Function calling is a model API feature: the LLM outputs a structured call, your app executes it. MCP is an integration layer that standardizes discovery, schema, auth, and transport for many tools. The model still does tool calling, but MCP servers provide a uniform way to register and invoke capabilities across hosts.

What can an MCP server expose?
  • Tools: callable functions (search, create ticket, run query).
  • Resources: read-only context (files, DB rows, API snapshots) addressable by URI.
  • Prompts: reusable prompt templates with arguments.

Servers declare capabilities at connect time so clients know what is available without hardcoding.

Local stdio vs remote HTTP MCP servers: when to use each?

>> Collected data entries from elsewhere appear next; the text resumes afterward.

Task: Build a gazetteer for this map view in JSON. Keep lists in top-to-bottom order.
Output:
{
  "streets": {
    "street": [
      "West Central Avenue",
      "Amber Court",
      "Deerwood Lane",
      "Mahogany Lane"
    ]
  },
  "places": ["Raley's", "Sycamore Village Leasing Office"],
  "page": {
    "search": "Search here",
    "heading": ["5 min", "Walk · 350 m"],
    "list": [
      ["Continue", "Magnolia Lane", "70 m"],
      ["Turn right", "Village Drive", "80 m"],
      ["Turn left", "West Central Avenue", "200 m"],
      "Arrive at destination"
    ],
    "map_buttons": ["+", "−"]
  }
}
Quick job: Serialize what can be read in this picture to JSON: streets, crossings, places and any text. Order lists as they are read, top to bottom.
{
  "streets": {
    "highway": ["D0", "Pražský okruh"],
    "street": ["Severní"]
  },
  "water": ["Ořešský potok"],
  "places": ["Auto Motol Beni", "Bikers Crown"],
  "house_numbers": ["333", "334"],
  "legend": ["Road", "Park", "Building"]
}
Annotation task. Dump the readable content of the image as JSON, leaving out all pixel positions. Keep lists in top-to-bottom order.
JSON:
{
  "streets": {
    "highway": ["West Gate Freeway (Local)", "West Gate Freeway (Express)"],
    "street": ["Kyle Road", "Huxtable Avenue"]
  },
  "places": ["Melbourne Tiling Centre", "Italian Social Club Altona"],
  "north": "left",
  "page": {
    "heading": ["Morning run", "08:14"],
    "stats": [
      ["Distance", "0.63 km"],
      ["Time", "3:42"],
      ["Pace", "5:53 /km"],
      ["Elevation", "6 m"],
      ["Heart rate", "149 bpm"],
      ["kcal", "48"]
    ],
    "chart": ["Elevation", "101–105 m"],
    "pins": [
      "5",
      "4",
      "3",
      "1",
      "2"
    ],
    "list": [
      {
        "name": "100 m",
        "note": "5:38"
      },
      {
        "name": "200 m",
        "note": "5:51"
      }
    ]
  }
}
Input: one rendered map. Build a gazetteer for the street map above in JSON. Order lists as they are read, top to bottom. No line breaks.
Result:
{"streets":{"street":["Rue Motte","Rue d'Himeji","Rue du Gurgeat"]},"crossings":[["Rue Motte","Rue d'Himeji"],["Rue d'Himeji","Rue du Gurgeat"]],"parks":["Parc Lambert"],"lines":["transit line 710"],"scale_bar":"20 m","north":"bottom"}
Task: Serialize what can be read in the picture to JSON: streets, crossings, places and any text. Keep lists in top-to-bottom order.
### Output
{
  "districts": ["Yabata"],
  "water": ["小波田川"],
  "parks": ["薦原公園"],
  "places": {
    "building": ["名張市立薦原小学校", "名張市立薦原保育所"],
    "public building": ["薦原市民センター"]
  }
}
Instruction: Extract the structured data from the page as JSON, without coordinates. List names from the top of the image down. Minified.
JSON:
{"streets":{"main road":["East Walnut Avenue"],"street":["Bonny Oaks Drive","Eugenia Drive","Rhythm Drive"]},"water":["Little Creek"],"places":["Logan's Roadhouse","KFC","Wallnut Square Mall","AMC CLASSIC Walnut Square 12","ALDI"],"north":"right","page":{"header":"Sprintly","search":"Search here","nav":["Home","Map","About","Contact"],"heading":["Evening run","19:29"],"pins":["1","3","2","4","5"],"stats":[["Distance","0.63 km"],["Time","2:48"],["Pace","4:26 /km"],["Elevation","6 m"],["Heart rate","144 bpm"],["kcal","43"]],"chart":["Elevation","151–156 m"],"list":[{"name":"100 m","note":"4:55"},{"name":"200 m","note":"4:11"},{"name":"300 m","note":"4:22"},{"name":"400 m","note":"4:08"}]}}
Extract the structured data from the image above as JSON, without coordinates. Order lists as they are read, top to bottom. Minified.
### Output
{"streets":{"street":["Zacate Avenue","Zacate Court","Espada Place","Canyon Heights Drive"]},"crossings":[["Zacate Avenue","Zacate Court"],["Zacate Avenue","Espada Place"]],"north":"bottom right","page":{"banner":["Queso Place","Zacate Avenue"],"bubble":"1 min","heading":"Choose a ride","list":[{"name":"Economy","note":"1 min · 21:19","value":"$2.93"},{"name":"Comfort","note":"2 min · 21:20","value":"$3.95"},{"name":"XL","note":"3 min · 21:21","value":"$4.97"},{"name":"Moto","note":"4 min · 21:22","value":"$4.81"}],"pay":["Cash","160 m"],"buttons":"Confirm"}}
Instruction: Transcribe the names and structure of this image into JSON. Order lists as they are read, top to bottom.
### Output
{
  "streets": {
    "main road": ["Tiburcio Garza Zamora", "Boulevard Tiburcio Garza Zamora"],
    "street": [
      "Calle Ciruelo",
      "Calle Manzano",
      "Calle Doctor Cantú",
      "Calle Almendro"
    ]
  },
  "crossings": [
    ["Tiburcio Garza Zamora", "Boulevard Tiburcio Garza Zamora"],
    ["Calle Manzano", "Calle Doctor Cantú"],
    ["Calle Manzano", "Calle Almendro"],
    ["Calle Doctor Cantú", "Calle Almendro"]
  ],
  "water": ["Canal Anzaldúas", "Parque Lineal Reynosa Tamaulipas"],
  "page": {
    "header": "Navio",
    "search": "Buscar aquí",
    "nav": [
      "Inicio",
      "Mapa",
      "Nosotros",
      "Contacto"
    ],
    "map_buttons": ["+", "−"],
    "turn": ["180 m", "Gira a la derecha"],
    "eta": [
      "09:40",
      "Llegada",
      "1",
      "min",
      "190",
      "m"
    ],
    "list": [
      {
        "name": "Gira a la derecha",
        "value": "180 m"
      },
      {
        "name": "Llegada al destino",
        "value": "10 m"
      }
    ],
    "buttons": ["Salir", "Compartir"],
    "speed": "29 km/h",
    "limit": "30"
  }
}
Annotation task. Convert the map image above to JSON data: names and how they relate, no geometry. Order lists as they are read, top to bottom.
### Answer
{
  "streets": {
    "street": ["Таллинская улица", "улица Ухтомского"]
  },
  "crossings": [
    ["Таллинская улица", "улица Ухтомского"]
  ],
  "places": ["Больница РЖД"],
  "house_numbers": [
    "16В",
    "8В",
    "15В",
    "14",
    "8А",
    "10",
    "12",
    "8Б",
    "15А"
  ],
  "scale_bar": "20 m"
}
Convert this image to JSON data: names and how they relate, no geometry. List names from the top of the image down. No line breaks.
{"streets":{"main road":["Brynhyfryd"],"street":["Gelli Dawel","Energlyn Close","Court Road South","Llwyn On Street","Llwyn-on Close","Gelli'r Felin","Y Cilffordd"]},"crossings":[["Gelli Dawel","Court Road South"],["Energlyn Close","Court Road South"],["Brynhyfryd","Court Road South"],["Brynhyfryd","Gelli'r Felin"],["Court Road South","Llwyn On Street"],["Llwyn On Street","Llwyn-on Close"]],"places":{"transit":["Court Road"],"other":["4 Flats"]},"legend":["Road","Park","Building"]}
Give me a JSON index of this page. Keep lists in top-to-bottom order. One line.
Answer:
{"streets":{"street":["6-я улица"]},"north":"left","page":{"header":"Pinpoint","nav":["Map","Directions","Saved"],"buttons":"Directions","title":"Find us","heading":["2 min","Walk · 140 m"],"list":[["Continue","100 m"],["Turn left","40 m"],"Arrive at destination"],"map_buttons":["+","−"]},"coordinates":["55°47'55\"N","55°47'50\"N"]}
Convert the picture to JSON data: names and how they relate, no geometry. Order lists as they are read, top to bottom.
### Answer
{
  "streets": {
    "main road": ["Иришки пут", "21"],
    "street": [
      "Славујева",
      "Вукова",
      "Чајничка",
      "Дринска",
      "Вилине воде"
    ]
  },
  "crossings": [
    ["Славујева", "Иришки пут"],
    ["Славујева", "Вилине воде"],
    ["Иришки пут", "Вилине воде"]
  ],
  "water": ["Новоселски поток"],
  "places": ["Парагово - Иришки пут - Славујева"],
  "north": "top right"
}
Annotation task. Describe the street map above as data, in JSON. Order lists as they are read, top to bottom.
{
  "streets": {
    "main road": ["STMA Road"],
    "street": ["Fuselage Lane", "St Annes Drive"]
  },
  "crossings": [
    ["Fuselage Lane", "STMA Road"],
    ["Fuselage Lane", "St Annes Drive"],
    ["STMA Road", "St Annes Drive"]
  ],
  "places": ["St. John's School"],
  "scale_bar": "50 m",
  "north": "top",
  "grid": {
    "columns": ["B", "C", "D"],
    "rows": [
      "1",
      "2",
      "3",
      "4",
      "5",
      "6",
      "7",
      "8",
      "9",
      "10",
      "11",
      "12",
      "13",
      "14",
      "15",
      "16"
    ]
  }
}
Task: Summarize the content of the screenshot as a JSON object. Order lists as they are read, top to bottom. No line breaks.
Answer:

Stdio suits local dev tools (filesystem, git, shell) where the server runs as a child process on the same machine. HTTP/SSE suits shared team services (company knowledge base, ticketing API) that many clients connect to over the network. Remote servers need auth, TLS, rate limits, and observability like any production API.

How do you secure MCP in production?
  • Authenticate clients and servers (OAuth, API keys, mTLS).
  • Least-privilege tool scopes per user/session.
  • Human approval for destructive or high-risk tools.
  • Audit logs of every tool invocation with inputs/outputs.
  • Validate and sandbox tool inputs; never pass raw model output to shell/SQL without checks.
How does MCP relate to RAG?

RAG pulls static chunks into the prompt at query time. MCP resources can expose live data (current DB state, fresh API response) that RAG indexes cannot keep fresh. Many systems combine both: RAG for document knowledge, MCP tools/resources for real-time actions and data.

What are common pitfalls when building MCP servers?
  • Overly broad tools that give models too much power.
  • Vague tool descriptions causing wrong tool selection.
  • No idempotency on tools that mutate state.
  • Returning huge payloads that blow the context window.
  • Missing error messages the model can reason about and retry.
How do you test an MCP integration end-to-end?

Unit test each tool handler independently. Integration test the server with a mock MCP client. Run eval scenarios where an LLM must pick the right tool, pass valid args, and recover from errors. Log tool latency and failure rates in staging before enabling write tools in production.